ABOUT EDUCATION; NEW STUDY FINDS LACK OF CREATIVITY
THE curriculum is ”sterile.” Topics of great human interest ”on the way to the classroom are apparently transformed and homogenized into something of limited appeal.” Students ”scarcely ever speculate on meanings” or discuss ”alternative interpretations.” Teachers ”teach as they were taught” years ago in their own schooling. All the messages received by them ”conspire to reinforce the status quo. The cards are stacked against innovation.”
These are not observations on a single dismal school; they are conclusions gleaned from a summary report by the dean of the Graduate School of Education at the University of California at Los Angeles, in a seven-year study of American schooling. The study, considered one of the most extensive critiques of contemporary public education, dispatched teams of researchers into 1,016 classrooms in elementary, junior high and high schools. In addition, it collected curriculum information and samples of textbooks and other teaching materials from all 50 states and the districts in which the schools examined are located.

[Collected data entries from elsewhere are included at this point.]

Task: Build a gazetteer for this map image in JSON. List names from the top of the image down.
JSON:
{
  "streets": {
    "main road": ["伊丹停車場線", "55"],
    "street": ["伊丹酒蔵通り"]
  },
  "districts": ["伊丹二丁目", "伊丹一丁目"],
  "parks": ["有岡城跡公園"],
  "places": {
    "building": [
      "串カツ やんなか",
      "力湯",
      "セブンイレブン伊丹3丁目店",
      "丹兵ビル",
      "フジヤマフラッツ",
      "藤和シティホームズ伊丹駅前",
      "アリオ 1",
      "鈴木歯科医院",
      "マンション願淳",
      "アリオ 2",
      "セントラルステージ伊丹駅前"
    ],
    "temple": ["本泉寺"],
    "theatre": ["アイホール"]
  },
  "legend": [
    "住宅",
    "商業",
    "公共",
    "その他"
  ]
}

If the improvement of schools so much talked about and so widely desired simply continues on its present course, the Dean warns in his report, the schools will remain very much as they are.
He complains of a ”sameness” of instruction, with teachers doing virtually all the talking. He found that, on the average, only seven of 150 minutes of instruction in the course of a school day involved teachers’ responses to individual students. Feedback and guidance to help students understand and correct their mistakes were often ”almost nonexistent.”
Few activities, the Dean reports, called for, or even permitted, planning by students. The fact that social studies, which ought to spark a great deal of excitement, actually rated at or near the bottom of the list of interest, the Dean said, ”must give us pause. Why this sterility?”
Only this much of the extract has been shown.